Above Photo: Japan’s surrender ceremony aboard the U.S. battleship USS Missouri in Tokyo Bay on Sept. 2, 1945. (Xinhua via Getty Images)
On Friday a federal appeals court overturned a 2012 ruling which allowed the U.S. Navy to use sonar for training, testing and routine operations. The low-frequency sonar employed by the Navy has been shown to harm dolphins, whales and other marine mammals.
Friday’s decision came in response to a lawsuit filed by the Natural Resources Defense Council, which was later joined by environmental groups. The suit alleged that the lower court’s decision to allow the use of sonar was a direct violation of the Marine Mammal Protection Act.
The court agreed that the Navy’s use of sonar in the Atlantic, Pacific, Indian Oceans and the Mediterranean Sea violates a section of the Act which requires all peacetime Oceanic operations to have “the least practicable adverse impact on marine mammals.”
The court also found that guidelines set forth by the U.S. Fisheries Service “did not give adequate protection to areas of the world’s oceans flagged by its own experts as biologically important.” The court found the result to be that “a meaningful proportion of the world’s marine mammal habitat is under-protected.”
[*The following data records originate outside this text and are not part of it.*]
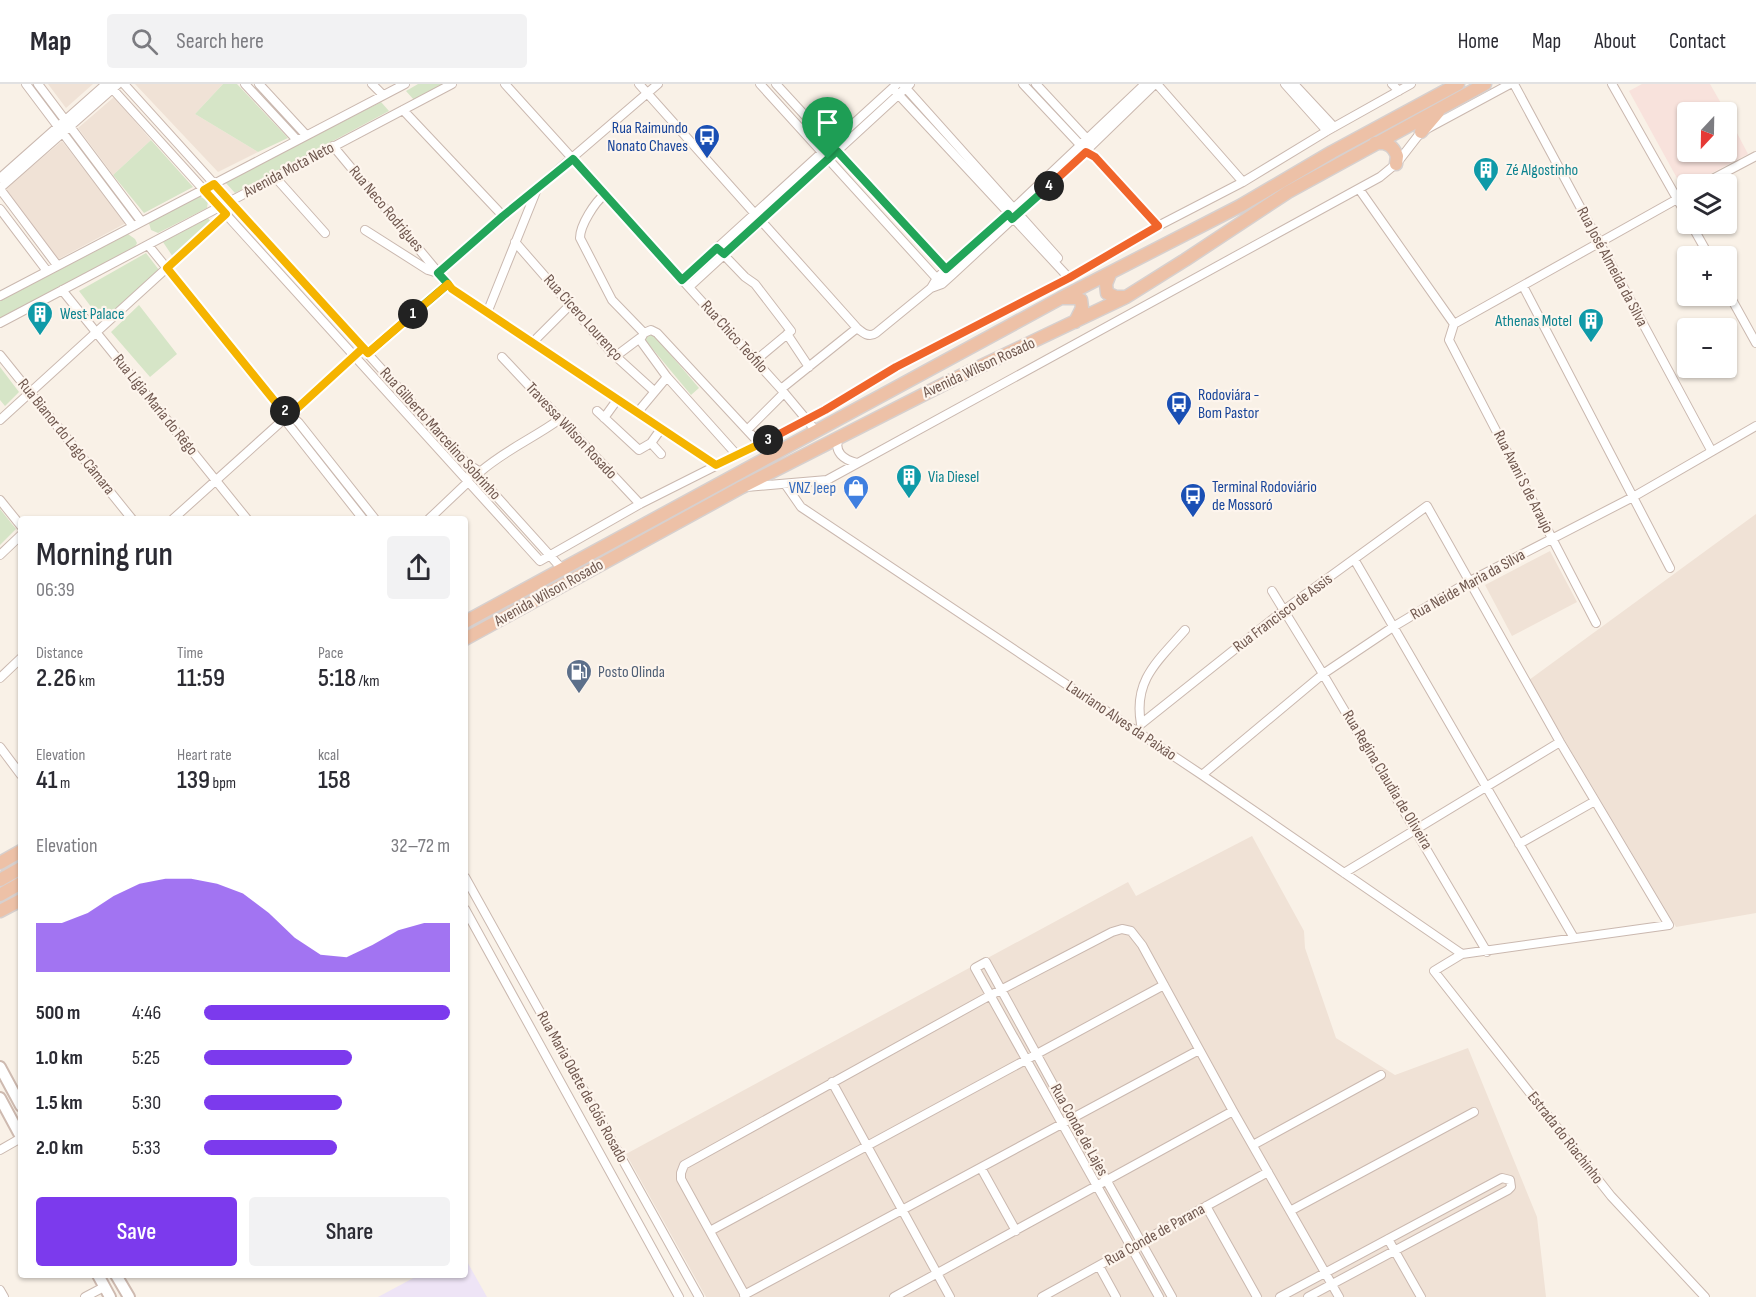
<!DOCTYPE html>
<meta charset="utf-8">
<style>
body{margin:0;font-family:"Sofia Sans Condensed",sans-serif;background:#f2f2f3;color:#2b2b33;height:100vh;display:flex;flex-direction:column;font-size:22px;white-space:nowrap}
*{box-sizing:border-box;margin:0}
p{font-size:20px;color:#7c7c81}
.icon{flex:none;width:33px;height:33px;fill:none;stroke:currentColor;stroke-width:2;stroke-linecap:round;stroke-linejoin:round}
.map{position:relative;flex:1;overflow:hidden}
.side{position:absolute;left:18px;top:432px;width:450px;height:762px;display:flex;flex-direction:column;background:#fff;border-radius:6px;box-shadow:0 2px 4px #0004}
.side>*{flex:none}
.needle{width:39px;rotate:202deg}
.buttons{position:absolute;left:1677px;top:18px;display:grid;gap:12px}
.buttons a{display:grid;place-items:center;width:60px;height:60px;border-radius:6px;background:#fff;box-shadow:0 2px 4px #0004;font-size:30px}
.pin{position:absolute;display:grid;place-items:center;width:51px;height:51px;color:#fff;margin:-62px -26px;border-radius:50% 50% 50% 0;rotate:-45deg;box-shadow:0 0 6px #0007}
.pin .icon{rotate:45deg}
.km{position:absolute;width:30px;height:30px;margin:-15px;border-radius:50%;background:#222;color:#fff;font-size:16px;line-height:30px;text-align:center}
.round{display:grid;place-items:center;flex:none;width:63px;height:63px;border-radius:6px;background:#f2f2f3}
.headline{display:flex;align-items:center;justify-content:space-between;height:102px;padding:0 18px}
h1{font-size:33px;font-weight:600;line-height:45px}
.figures{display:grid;grid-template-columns:repeat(3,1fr);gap:9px;height:102px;padding:6px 18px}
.figures div{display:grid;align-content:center}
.figures b{font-size:26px;font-weight:600}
.figures small{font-size:16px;font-weight:400}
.figures p{font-size:16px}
.chart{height:168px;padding:12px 18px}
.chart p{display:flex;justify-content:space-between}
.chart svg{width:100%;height:108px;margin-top:6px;fill:#7c3aed;opacity:.7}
.action{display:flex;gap:12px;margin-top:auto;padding:12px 18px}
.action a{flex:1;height:69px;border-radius:6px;background:#7c3aed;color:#fff;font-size:24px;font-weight:600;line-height:69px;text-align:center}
.action a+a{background:#f2f2f3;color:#2b2b33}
ul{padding:0 18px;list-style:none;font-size:20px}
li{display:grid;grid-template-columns:96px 72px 1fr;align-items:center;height:45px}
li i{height:15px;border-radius:8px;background:#7c3aed}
header{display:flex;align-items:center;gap:36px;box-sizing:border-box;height:84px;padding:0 30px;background:#fff;border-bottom:2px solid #e1e1e2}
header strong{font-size:28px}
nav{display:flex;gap:33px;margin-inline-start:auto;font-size:21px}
.search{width:420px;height:54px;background:#f2f2f3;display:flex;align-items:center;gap:15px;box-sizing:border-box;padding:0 21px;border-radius:6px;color:#7c7c81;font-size:22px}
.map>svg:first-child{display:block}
</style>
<header>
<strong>Map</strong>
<div class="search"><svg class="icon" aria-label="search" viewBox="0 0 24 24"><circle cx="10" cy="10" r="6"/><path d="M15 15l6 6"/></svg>Search here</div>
<nav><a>Home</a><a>Map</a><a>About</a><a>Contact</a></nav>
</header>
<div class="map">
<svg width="1756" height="1213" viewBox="0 0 1756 1213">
<rect width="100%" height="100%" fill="#f9f1e7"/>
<path fill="#f0e2d6" d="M48 0H93L66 24Z
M135 0H223L195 30 258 68 218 88Z
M114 13 151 56 113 91 78 44Z
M62 57 126 139 57 176 4 106Z
M1756 430V829L1676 843 1529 596Z
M1550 467 1577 518 1512 552 1485 501Z
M1252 752 1304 847 1305 864 1336 954 1395 991 1468 964 1537 1133 1546 1213H706L626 1070 1128 798 1136 812Z"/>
<path fill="#f8e2dc" d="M1642 0H1710L1726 28H1688V68H1726L1727 30 1748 70 1691 100H1688L1683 105 1629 7Z"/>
<path fill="#eee4f6" d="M465 1174 487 1213H378L419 1191H465Z"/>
<path fill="#d6e5c7" d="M223 0H237L288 54 258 68 195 30Z
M418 0H444L414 16 406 7Z
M381 18 389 27 235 109 225 98Z
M151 56 193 103 144 129 113 91Z
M199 112 208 117 207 124 158 149 151 146 149 139 152 136Z
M208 134 211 138 173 173 163 158Z
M128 150 135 155 137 159 135 163 0 235V217Z
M146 169 159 186 102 237 79 207Z
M139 221 177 270 150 293 111 248Z
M650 250H653L699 304 691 311 646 257V254Z
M0 283 19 308 5 322 0 316Z
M0 425 16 445 0 461Z"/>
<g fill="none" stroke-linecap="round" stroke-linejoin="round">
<defs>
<path id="minor" d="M26 0 132 141
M38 0 141 137
M108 0 540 477 640 420 807 336 896 283 1069 194 1158 142 1243 98 1327 47 1411 0
M124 0 563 486
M245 0 297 56
M259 0 306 51
M372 0 383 11
M505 0 781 305 816 347
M639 0 857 244C863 249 869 254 876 249L931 204 942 200 952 191 1086 67 1155 0
M760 0 939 197
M776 0 949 188
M1023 0 1086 67 1095 73 1158 142
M1036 0 1088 56
M1157 0 1243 98
M1285 0 1327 47
M1294 0 1334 43
M1392 0 1399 7
M1514 0 1711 366
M1612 0 1688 134
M904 2 1058 174
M896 8 1069 194
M403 26 503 132
M333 62 452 205 716 381
M275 93 325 149
M0 94 106 0
M1703 100 1756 72
M0 104 118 0
M0 105 57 181
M1359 105 1454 240
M605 110C595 118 580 141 580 154L612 216 644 249
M0 125 47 187
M1691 140 1709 172
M365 146 428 186 438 189
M515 158 611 268 654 307
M148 161 281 325 285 336 363 435
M720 167 745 193 755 200 791 247 755 277
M438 189 658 0
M682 196 897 0
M1523 202 1670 484
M689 203 910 0
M931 204 937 194 1013 125 1145 0
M1726 205 1756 259
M62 206 247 435
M0 212 405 0
M487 229 537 105
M0 239 452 0
M1454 240 1449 256 1596 539
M1454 240 1688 109
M787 250 809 283
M532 259 569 222
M368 269 448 200
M0 271 132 435
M616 272 640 254
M502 273 640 420
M781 305 857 244
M597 327 639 366 651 359 661 345
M287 328 299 339 375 435
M637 329 667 293
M604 334 617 316
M0 336 226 130
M747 346 784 309
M839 354C833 368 844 376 857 379
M651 359 661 370
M737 371 667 293 640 256 644 249 651 246 657 249 760 360
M474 384 480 388C505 366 534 354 560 335
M785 400 801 423 1202 691 1462 870
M746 403 827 396 1380 93 1397 79 1421 48 1510 0
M0 416 21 442
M173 435 363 264
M429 435 468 398V393
M0 471 21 451
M1354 475 1574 854
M1272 507 1323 590 1487 868
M1185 546C1158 577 1133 596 1141 640L1284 526 1427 422 1560 658 1669 841 1462 870 1434 887 1611 1112 1705 1213
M0 594 21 574
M0 663 21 691
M1202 691 1323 590 1393 543 1470 497 1633 413 1756 342
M1519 760 1595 717
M1344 789 1560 658
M465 793 699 1213
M465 825 679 1213
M832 998 950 1213
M1253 1061 1381 991
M0 1066 21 1054
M981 1084 1016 1147
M1206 1122 1257 1213
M1290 1127 1474 1028
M710 1147 1164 901
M1388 1155 1421 1213
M1099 1182 1116 1213
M0 1206 4 1213
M744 1211 1199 966
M85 1213 104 1203
M746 1213 681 1095V1089L684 1081 989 912 1112 848 1122 845 1131 847 1142 861 1233 1027 1339 1213
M894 1213 1233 1027
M1042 1213 1268 1088
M1159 1213 975 884 986 878 1072 1035 1172 1213
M1280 1213 1502 1094 1510 1096 1511 1103 1508 1106 1308 1213"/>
<path id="secondary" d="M0 983 21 1022
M0 1014 21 1053
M98 1191 110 1213
M116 1191 129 1213"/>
<path id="trunk" d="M1421 48 1438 28
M1375 59C1386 58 1393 61 1397 72L1396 80
M1110 190 1106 200 1107 209 1116 213H1126
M1062 214H1076L1081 216 1082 224 1075 238
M465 538 1061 214 1240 122 1332 68 1458 0
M465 555 742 403 952 296 1126 213 1185 176 1288 108 1485 0
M0 779 21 767
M0 796 21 784
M0 811 21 799
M0 827 21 816"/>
</defs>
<use href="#minor" stroke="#cab8af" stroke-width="10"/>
<use href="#secondary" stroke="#cebab0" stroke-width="14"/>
<use href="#trunk" stroke="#d7d0ce" stroke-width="15"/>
<use href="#minor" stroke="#fff" stroke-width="8"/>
<use href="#secondary" stroke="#fff" stroke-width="10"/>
<use href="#trunk" stroke="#edc1a7" stroke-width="12"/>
</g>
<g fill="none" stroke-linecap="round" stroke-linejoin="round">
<defs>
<path id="split-1" d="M413 230 448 200 438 189 503 132 573 75 682 196 717 164 724 170 828 75"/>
<path id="split-2" d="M285 327 281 325 167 184 226 130 204 106 214 100 368 269 413 230"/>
<path id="split-3" d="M285 327 291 330 363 264 368 269 448 200 452 205 716 381 768 356"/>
<path id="split-4" d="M768 356 825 326 896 283 1069 194 1158 142 1095 73 1086 68 1049 102"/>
<path id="split-5" d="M828 75 837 67 946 185 1008 130 1012 135 1049 102"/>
</defs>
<use href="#split-1" stroke="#fff" stroke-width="12"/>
<use href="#split-2" stroke="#fff" stroke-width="12"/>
<use href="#split-3" stroke="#fff" stroke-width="12"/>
<use href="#split-4" stroke="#fff" stroke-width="12"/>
<use href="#split-5" stroke="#fff" stroke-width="12"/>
<use href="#split-1" stroke="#22a559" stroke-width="8"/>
<use href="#split-2" stroke="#f5b400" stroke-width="8"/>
<use href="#split-3" stroke="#f5b400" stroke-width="8"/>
<use href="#split-4" stroke="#f0652b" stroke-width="8"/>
<use href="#split-5" stroke="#22a559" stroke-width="8"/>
</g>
<defs>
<symbol id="bus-pin" viewBox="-11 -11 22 30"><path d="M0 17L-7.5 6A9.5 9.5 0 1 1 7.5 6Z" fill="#1a4fb4" stroke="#fdf5ed"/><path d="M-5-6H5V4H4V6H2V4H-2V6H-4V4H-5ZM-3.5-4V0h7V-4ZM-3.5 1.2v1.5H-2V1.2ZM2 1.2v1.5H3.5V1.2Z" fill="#fff"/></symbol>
<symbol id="building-pin" viewBox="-11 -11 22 30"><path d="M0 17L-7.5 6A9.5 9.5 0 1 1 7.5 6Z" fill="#0f9aa8" stroke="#fdf5ed"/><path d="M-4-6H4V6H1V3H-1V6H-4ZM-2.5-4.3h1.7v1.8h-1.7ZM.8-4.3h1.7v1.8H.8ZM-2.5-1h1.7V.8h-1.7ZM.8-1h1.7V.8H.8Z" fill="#fff"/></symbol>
<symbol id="shop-pin" viewBox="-11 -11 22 30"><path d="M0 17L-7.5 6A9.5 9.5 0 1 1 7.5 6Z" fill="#3f7fe0" stroke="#fdf5ed"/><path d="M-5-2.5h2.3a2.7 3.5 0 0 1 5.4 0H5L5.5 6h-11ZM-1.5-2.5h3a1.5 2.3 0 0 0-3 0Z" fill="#fff"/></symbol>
<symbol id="fuel-pin" viewBox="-11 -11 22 30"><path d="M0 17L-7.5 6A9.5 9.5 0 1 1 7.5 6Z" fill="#5c6f8a" stroke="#fdf5ed"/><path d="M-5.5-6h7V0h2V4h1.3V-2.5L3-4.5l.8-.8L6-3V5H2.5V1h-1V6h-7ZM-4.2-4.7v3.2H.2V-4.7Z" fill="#fff"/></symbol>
</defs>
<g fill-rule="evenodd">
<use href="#bus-pin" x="692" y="38" width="30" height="40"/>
<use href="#building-pin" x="1471" y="71" width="30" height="40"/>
<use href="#building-pin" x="25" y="215" width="30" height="40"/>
<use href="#building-pin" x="1576" y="222" width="30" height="40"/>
<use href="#bus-pin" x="1164" y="305" width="30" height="40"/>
<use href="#building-pin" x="894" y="378" width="30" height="40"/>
<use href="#shop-pin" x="841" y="389" width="30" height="40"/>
<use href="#bus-pin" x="1178" y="397" width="30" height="40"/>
<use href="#fuel-pin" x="564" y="573" width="30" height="40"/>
</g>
<g text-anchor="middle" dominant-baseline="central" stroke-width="4.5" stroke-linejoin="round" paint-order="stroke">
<g font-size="16" fill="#164399" stroke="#fdf5ed" text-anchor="start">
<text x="688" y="44" text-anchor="end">Rua Raimundo<tspan x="688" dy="18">Nonato Chaves</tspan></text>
<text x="1198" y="311">Rodoviára -<tspan x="1198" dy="18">Bom Pastor</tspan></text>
<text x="1212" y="403">Terminal Rodoviário<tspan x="1212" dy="18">de Mossoró</tspan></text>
</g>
<g font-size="16" fill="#70584f" stroke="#fdf5ed">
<text transform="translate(289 86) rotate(-28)">Avenida Mota Neto</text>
<text transform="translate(386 125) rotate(50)">Rua Neco Rodrigues</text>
<text transform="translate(1612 183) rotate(62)">Rua José Almeida da Silva</text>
<text transform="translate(583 234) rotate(48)">Rua Cícero Lourenço</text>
<text transform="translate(734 253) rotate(48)">Rua Chico Teófilo</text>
<text transform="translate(979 284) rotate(-25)">Avenida Wilson Rosado</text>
<text transform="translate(155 321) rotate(51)">Rua Lígia Maria do Rêgo</text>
<text transform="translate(571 347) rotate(47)">Travessa Wilson Rosado</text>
<text transform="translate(440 350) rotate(48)">Rua Gilberto Marcelino Sobrinho</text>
<text transform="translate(66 353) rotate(51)">Rua Bianor do Lago Câmara</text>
<text transform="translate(1523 398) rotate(63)">Rua Avani S de Araujo</text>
<text transform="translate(1468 501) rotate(-29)">Rua Neide Maria da Silva</text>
<text transform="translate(549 509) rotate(-29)">Avenida Wilson Rosado</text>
<text transform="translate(1283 529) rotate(-37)">Rua Francisco de Assis</text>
<text transform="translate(1121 637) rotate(34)">Lauriano Alves da Paixão</text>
<text transform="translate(1387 696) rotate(59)">Rua Regina Claudia de Oliveira</text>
<text transform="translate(582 1003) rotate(61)">Rua Maria Odete de Góis Rosado</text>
<text transform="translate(1079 1046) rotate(61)">Rua Conde de Lajes</text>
<text transform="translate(1565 1054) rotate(52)">Estrada do Riachinho</text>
<text transform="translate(1155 1151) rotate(-29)">Rua Conde de Parana</text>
</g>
<g font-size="16" fill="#0d838f" stroke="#fdf5ed" text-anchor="start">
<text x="1506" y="86">Zé Algostinho</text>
<text x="60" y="230">West Palace</text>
<text x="1572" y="237" text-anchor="end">Athenas Motel</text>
<text x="928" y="393">Via Diesel</text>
</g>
<g font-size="16" fill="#366cbe" stroke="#fdf5ed" text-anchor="end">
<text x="836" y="404">VNZ Jeep</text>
</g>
<g font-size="16" fill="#4e5e75" stroke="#fdf5ed" text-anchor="start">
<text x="598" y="588">Posto Olinda</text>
</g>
</g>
</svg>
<div class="buttons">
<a><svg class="needle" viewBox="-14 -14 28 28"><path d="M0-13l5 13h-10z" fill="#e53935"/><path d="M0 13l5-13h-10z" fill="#7c7c81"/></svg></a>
<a><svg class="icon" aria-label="layers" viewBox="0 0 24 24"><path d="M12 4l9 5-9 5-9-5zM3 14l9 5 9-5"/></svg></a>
<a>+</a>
<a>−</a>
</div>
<div class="pin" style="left:828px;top:75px;background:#1e9e55"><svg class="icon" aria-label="arrive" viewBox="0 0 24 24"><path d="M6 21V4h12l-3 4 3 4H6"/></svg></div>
<b class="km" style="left:413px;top:230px">1</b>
<b class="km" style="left:285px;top:327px">2</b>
<b class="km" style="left:768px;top:356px">3</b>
<b class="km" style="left:1049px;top:102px">4</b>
<section class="side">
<div class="headline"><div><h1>Morning run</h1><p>06:39</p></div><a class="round"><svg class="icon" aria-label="share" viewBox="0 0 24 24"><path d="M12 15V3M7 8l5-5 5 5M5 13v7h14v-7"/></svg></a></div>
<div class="figures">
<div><p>Distance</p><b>2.26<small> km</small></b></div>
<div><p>Time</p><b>11:59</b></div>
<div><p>Pace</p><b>5:18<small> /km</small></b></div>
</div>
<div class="figures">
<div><p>Elevation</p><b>41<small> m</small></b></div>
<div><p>Heart rate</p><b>139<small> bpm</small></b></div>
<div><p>kcal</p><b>158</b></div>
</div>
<div class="chart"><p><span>Elevation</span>32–72 m</p>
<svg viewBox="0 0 160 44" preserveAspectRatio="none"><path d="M0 44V24L10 24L20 20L30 13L40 8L50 6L60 6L70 8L80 12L90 20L100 30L110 37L120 38L130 33L140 27L150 24L160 24V44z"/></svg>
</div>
<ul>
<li><b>500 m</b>4:46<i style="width:100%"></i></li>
<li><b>1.0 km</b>5:25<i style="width:60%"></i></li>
<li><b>1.5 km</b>5:30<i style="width:56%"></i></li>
<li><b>2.0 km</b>5:33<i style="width:54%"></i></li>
</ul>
<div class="action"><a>Save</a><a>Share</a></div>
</section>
</div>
As Scientific American reports here:
Unfortunately for many whales, dolphins and other marine life, the use of underwater sonar (short for sound navigation and ranging) can lead to injury and even death. Sonar systems—first developed by the U.S. Navy to detect enemy submarines—generate slow-rolling sound waves topping out at around 235 decibels; the world’s loudest rock bands top out at only 130. These sound waves can travel for hundreds of miles under water, and can retain an intensity of 140 decibels as far as 300 miles from their source.
Studies show that the use of sonar can cause whales to swim hundreds of miles and even beach themselves in an attempt to get away from the sound. The use of sonar can also cause marine mammals to bleed from their eyes and ears. It can also cause temporary deafness, a condition which leaves animals vulnerable to predators and other threats. According to the Navy’s own estimates, the use of low frequency sonar is expected to kill 170,000 marine mammals and cause permanent injury to more than 500 whales. An additional 8,000 would experience temporary deafness.
The latest ruling, which bans the use of sonar entirely, is a huge victory for environmental and animal rights activists.